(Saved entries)
————

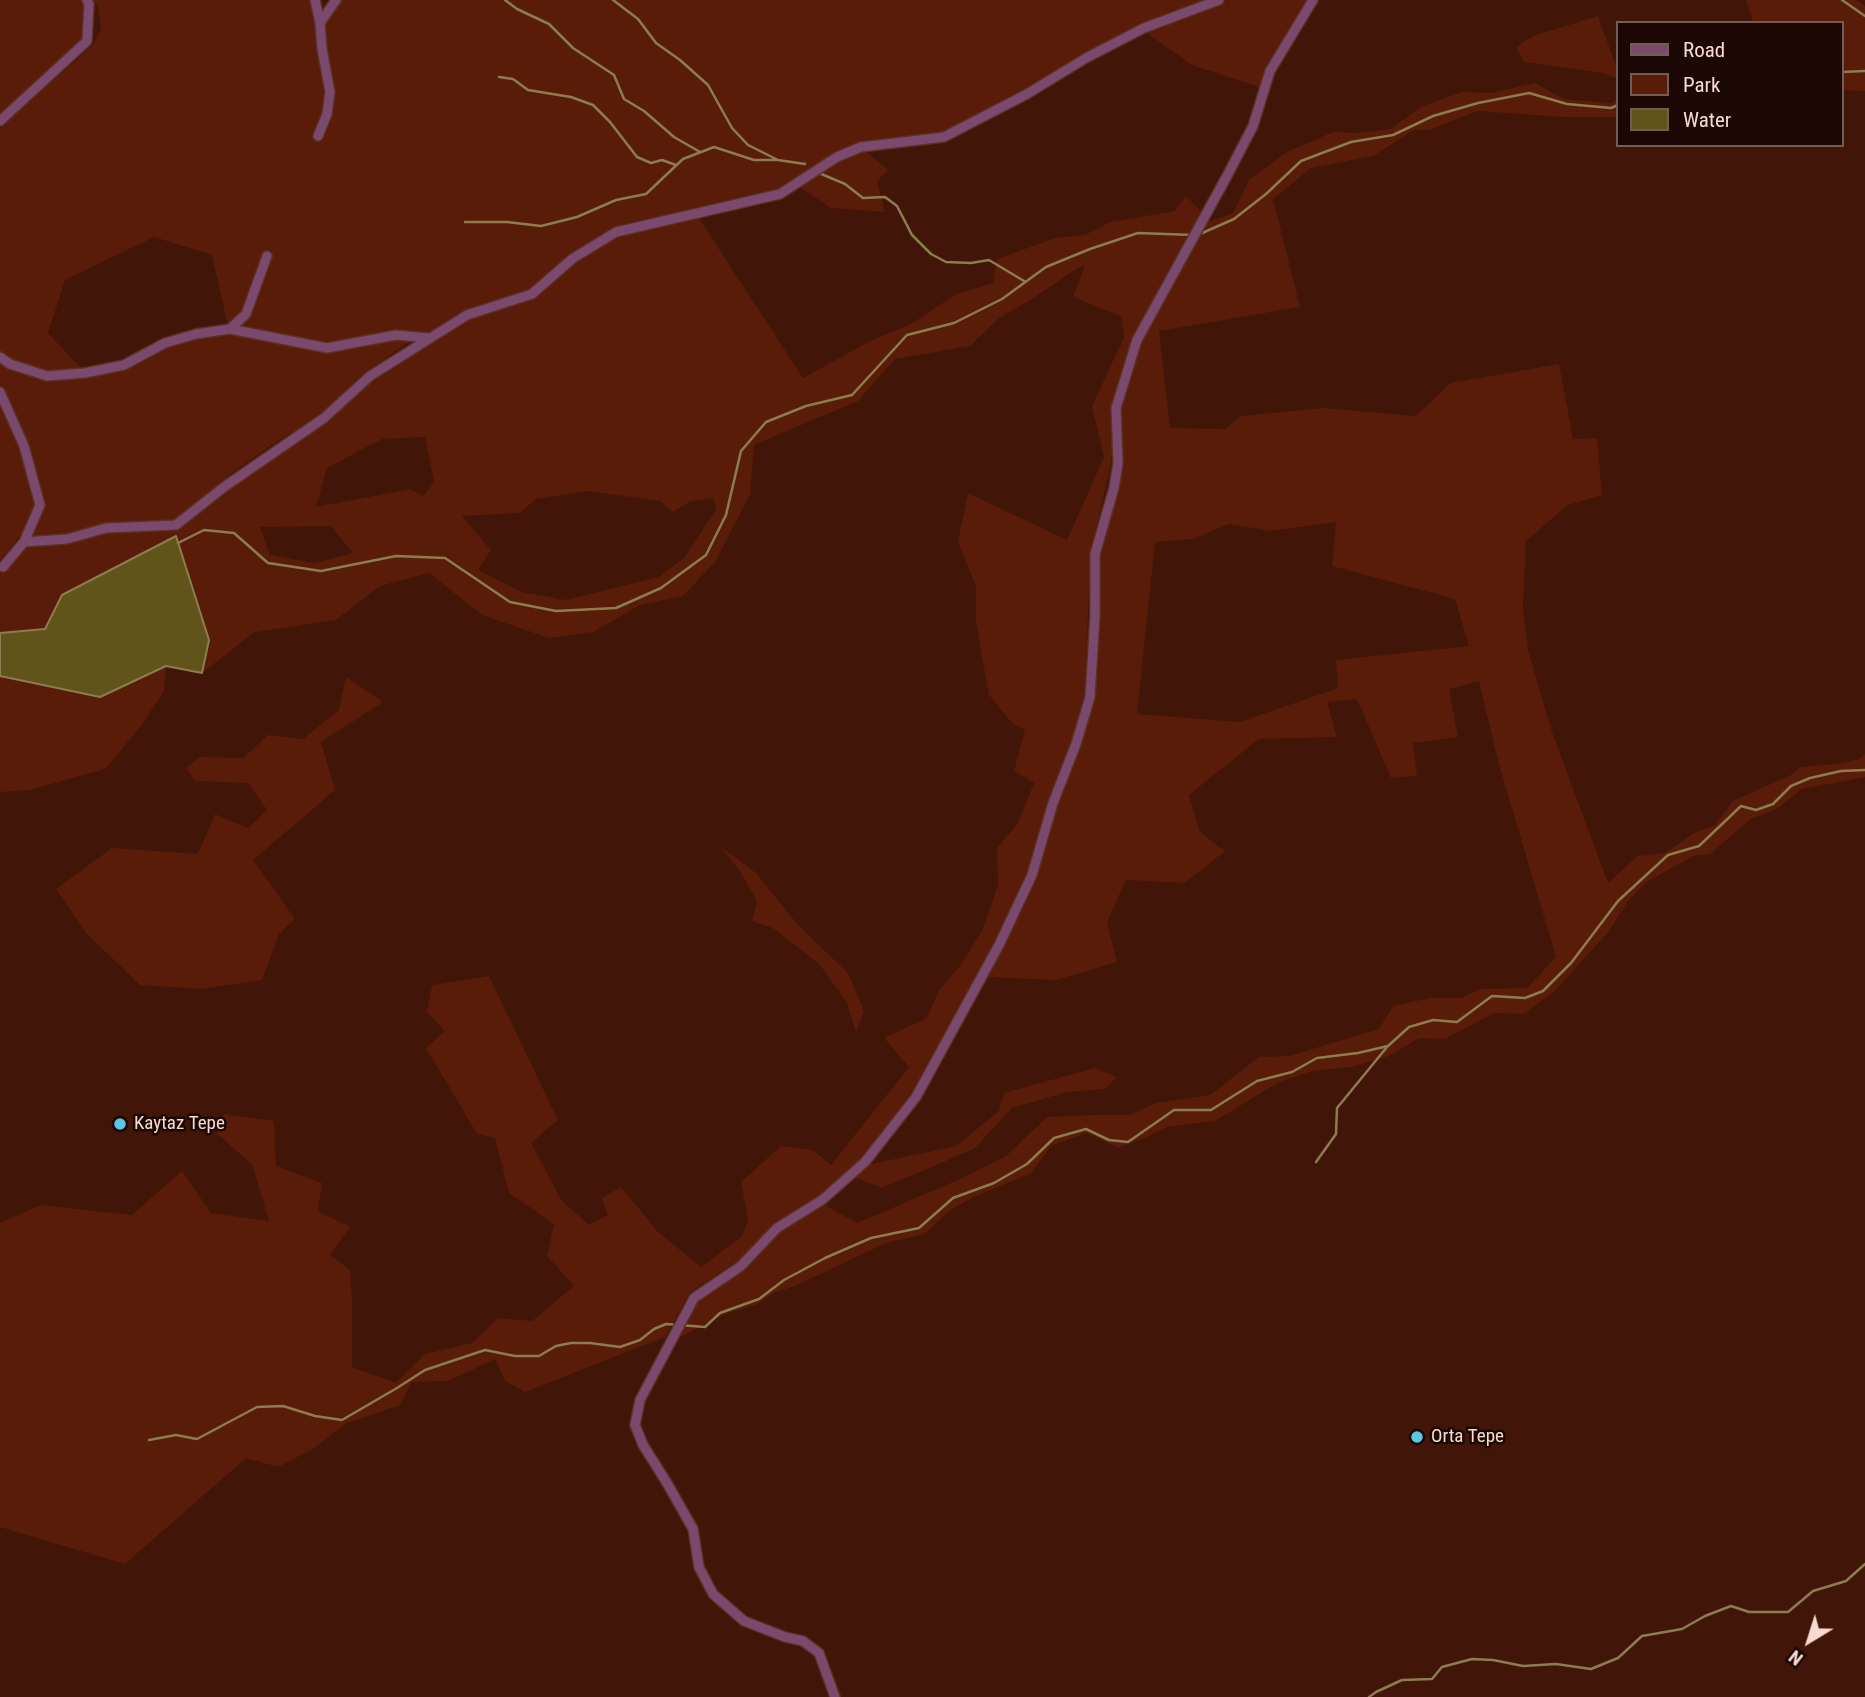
<!DOCTYPE html>
<style>
body{margin:0}
#map{position:relative;width:1865px;height:1697px;overflow:hidden;background:#411508;font-family:"Roboto Condensed",sans-serif}
canvas{display:block}
.legend{position:absolute;left:1616px;top:21px;width:228px;height:126px;box-sizing:border-box;background:#1b0804;border:2px solid #735c56;margin:0;padding:9px 12px;list-style:none;font-size:21px;color:#f8dad0}
.legend li{display:flex;align-items:center;gap:14px;height:35px}
.legend b{width:35px;border:2px solid #735c56}
.north{position:absolute;left:1774px;top:1606px;width:70px;height:70px;-webkit-text-stroke:5px #1b0804;paint-order:stroke;rotate:218deg;font-size:19px;font-weight:700;line-height:28px;text-align:center;color:#f8dad0}
.north::after{content:'';display:block;margin:auto;width:24px;height:32px;background:#f8dad0;clip-path:polygon(50% 0,100% 100%,50% 72%,0 100%)}
</style>
<div id="map">
<canvas width="1865" height="1697"></canvas>
<ul class="legend">
<li><b style="height:9px;background:#7b496d"></b>Road</li>
<li><b style="height:19px;background:#581c08"></b>Park</li>
<li><b style="height:19px;background:#60541b"></b>Water</li>
</ul>
<div class="north">N</div>
</div>
<script>
const context = document.querySelector('canvas').getContext('2d');
context.lineJoin = 'round';
function fill(path, color) { context.fillStyle = color; context.fill(path, 'evenodd'); }
const shape = rows => new Path2D(rows.map(r => 'M' + r).join(''));
function strokePath(path, color, width, dash) { context.strokeStyle = color; context.lineWidth = width; context.lineCap = dash ? 'butt' : 'round'; context.setLineDash(dash || []); context.stroke(path); }
function drawText(font, color, halo, rows, align = 'center') {
  context.font = font + ' "Roboto Condensed",sans-serif'; context.lineWidth = 5; context.setLineDash([]); context.textBaseline = 'middle'; context.strokeStyle = halo; context.fillStyle = color; for (const [text, x, y, turn = 0] of rows) {
    context.save(); context.translate(x, y); context.rotate((+turn || 0) * Math.PI / 180); context.textAlign = isNaN(turn) ? turn : align; if (halo) context.strokeText(text, 0, 0); context.fillText(text, 0, 0); context.restore();
  }
}
fill(shape([
 [0,0,81,0,84,5,82,40,0,114],
 [93,0,311,0,317,24,326,92,324,113,315,137,321,139,331,114,324,24,341,0,1205,0,1144,23,1082,55,1021,93,942,133,858,142,833,153,778,190,615,227,569,255,530,290,465,310,432,332,396,330,326,344,237,327,271,255,264,253,243,311,228,326,212,255,154,237,65,280,48,333,84,371,47,373,13,362,0,352,0,128,92,46,101,30,98,8],
 [1227,0,1309,0,1262,88,1192,65,1144,31],
 [1746,0,1856,0,1865,6,1865,91,1842,90,1842,23,1753,23],
 [1598,16,1616,66,1618,65,1618,79,1602,73,1524,62,1516,47,1533,36],
 [1535,83,1564,99,1612,103,1618,98,1618,117,1563,117,1478,111,1429,130,1414,130,1373,156,1311,168,1273,199,1300,307,1159,331,1170,428,1225,429,1241,416,1323,408,1416,416,1450,383,1559,364,1573,439,1597,438,1602,495,1568,505,1526,541,1523,608,1528,650,1552,732,1608,883,1638,856,1665,853,1694,833,1715,825,1733,801,1791,775,1801,767,1837,764,1859,759,1865,754,1865,777,1802,789,1777,809,1751,819,1710,854,1693,856,1645,883,1628,901,1609,931,1554,992,1523,1014,1494,1013,1445,1039,1419,1038,1389,1056,1352,1067,1312,1071,1279,1082,1215,1121,1167,1127,1149,1136,1118,1148,1087,1133,1051,1146,1031,1173,972,1198,950,1210,925,1234,886,1243,795,1286,773,1293,758,1304,722,1315,675,1340,696,1301,779,1231,823,1204,857,1223,960,1179,1006,1156,1047,1117,1095,1115,1130,1115,1156,1103,1210,1095,1259,1057,1289,1056,1379,1029,1393,1006,1430,998,1462,998,1480,989,1527,988,1556,957,1498,761,1479,681,1449,689,1458,737,1413,743,1417,776,1391,778,1357,699,1327,702,1337,737,1259,739,1189,795,1200,832,1225,851,1185,883,1126,880,1107,922,1117,962,1056,980,986,977,1001,949,1037,875,1056,804,1081,743,1094,696,1098,557,1116,488,1119,409,1140,340,1205,223,1233,213,1249,180,1287,152,1333,132,1358,133,1390,129,1423,106,1462,92,1491,93],
 [1336,522,1332,566,1455,599,1469,646,1336,660,1338,688,1240,722,1137,714,1155,542,1193,539,1229,524,1271,531],
 [864,150,888,170,877,181,885,212,831,208,798,186,838,161],
 [1186,196,1201,211,1133,336,1111,407,1113,443,1111,464,1090,554,1085,694,1071,743,1050,798,1028,872,995,943,915,1086,896,1116,858,1161,819,1196,776,1224,739,1260,690,1292,665,1337,525,1392,505,1381,495,1359,448,1381,412,1382,400,1405,345,1424,315,1448,278,1467,246,1458,125,1564,0,1527,0,1223,41,1205,132,1215,182,1171,211,1213,269,1221,252,1164,217,1134,224,1114,274,1121,276,1166,322,1183,318,1211,350,1227,330,1255,350,1270,352,1301,352,1367,396,1383,425,1354,472,1343,498,1318,532,1321,574,1286,547,1256,554,1224,509,1193,495,1138,477,1134,426,1048,445,1031,427,1012,432,985,489,976,558,1120,531,1143,562,1201,589,1225,608,1215,602,1198,621,1187,658,1232,701,1267,742,1236,748,1219,741,1182,781,1146,813,1150,831,1165,909,1067,884,1038,927,1018,939,990,960,966,982,931,998,885,997,848,1018,823,1034,783,1014,771,1025,730,1012,723,989,695,976,622,976,586,958,542,968,493,1067,540,1104,457,1092,406,1124,337,1121,316,1073,297,1085,265,1076,269,1035,297,998,319,970,346,895,359,858,401,754,445,750,495,715,562,683,596,640,605,593,632,549,638,482,615,429,573,380,586,336,620,255,632,202,673,209,640,62,595,45,629,0,633,0,574,6,571,26,545,107,532,178,527,371,378,470,318,535,296,576,261,618,236,697,215,803,378,870,341,911,324,956,294,993,283,997,259,1055,238,1085,235,1110,222,1175,211],
 [425,437,434,482,424,496,410,489,316,507,327,468,382,439],
 [587,491,660,501,673,512,691,501,713,498,716,509,685,557,659,577,566,600,522,592,478,570,491,550,462,516,520,513,536,499],
 [331,526,353,553,314,563,270,555,260,527],
 [230,333,326,354,396,340,409,342,359,377,319,417,279,440,233,472,172,522,65,536,28,538,43,506,35,474,35,466,29,443,0,387,0,360,48,380,123,371,169,346,197,338],
 [0,404,21,444,36,505,20,536,0,561],
 [166,666,164,691,141,726,105,769,30,790,0,792,0,676,100,697],
 [346,677,383,702,321,742,335,790,253,860,295,919,279,934,262,980,202,989,140,985,86,933,56,889,112,848,198,854,215,814,248,828,267,810,249,783,195,781,186,768,200,757,243,758,268,735,303,739,339,710],
 [721,847,755,872,799,926,848,973,864,1011,856,1032,847,1003,820,965,773,928,752,921,757,901,740,871],
 [1095,1068,1117,1077,1105,1089,1067,1092,1012,1108,974,1149,882,1188,854,1177,867,1165,956,1146,999,1111,1004,1093]
]), '#581c08');
const water = shape([
 [176,536,209,640,202,673,166,666,100,697,0,676,0,633,45,629,62,595,176,536]
]);
fill(water, '#60541b');
strokePath(water, '#8e7c51', 2);
strokePath(shape([
 [505,0,517,9,549,24,573,48,614,75,624,99,644,111,674,137,700,152],
 [613,0,638,19,656,43,680,60,708,85,732,128,748,145,778,160,805,164],
 [1842,0,1865,16],
 [1842,72,1865,71],
 [499,77,513,79,528,90,571,97,593,105,610,122,637,157,651,163,662,160,676,165],
 [819,173,845,184,863,198,885,197,897,206,912,235,931,254,946,262,971,263,989,260,1024,281],
 [465,222,507,222,541,226,577,217,616,200,646,194,683,159,714,147,754,160,778,160],
 [1200,234,1234,219,1266,194,1301,161,1351,142,1393,135,1433,116,1478,103,1529,93,1567,104,1611,108,1618,105],
 [178,543,204,530,234,533,268,563,321,571,396,556,445,558,510,602,556,611,616,608,661,588,706,555,726,515,741,451,766,422,806,406,852,395,907,335,954,323,1002,299,1046,267,1090,249,1138,233,1193,235],
 [1316,1162,1336,1134,1337,1108,1387,1047],
 [149,1440,176,1435,197,1439,257,1407,283,1406,315,1416,342,1420,397,1388,425,1370,485,1350,515,1356,539,1356,556,1346,571,1343,590,1343,620,1347,640,1340,654,1329,666,1324,705,1327,720,1313,759,1299,784,1280,825,1258,871,1238,919,1228,953,1198,994,1183,1027,1164,1054,1138,1086,1129,1109,1140,1128,1142,1174,1110,1211,1110,1257,1081,1292,1072,1317,1058,1358,1053,1388,1046,1409,1027,1433,1020,1457,1022,1492,996,1525,998,1543,991,1571,963,1618,901,1668,855,1699,846,1741,806,1756,810,1773,804,1791,786,1810,778,1841,771,1865,770],
 [1369,1697,1376,1692,1402,1680,1432,1679,1442,1667,1472,1659,1493,1660,1523,1666,1556,1664,1591,1669,1618,1658,1642,1636,1682,1629,1705,1616,1731,1606,1749,1612,1788,1612,1813,1591,1846,1581,1865,1564]
]), '#8e7c51', 2.5);
const minor = shape([
 [315,0,320,23,322,49,330,92,327,114,318,136],
 [320,23,336,0],
 [0,121,87,41,89,4,87,0],
 [230,329,327,348,396,335,429,338],
 [0,357,10,364,47,376,85,373,124,365,165,343,196,334,230,329,246,314,267,256],
 [0,392,24,446,40,505,24,542,3,567],
 [24,542,67,539,106,528,176,525,224,487,324,418,370,376,467,315,532,294,572,259,616,232,780,194,837,157,861,147,944,137,1027,94,1086,58,1144,28,1219,0],
 [835,1697,819,1653,803,1641,785,1637,744,1621,713,1594,699,1567,693,1529,667,1483,643,1445,635,1425,640,1400,694,1298,741,1266,777,1228,822,1200,865,1162,916,1097,999,945,1032,875,1053,803,1076,744,1090,697,1095,616,1095,554,1114,488,1118,463,1116,408,1137,340,1227,176,1253,126,1270,71,1313,0]
]);
strokePath(minor, '#5b3124', 12);
strokePath(minor, '#7b496d', 9);
for (const [x, y, r, color] of [
 [120,1124,7,"#59c8e5"],
 [1417,1437,7,"#59c8e5"]
]) { const dot = new Path2D(); dot.arc(x, y, r, 0, 2 * Math.PI); context.fillStyle = color; context.fill(dot); strokePath(dot, '#1b0804', 2.5); }
drawText('19px', '#f8dad0', '#1b0804', [
 ["Kaytaz Tepe",134,1124],
 ["Orta Tepe",1431,1437]
], 'left');
</script>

————

Search the records for the word "class". Copy every line that has it.

<ul class="legend">
<div class="north">N</div>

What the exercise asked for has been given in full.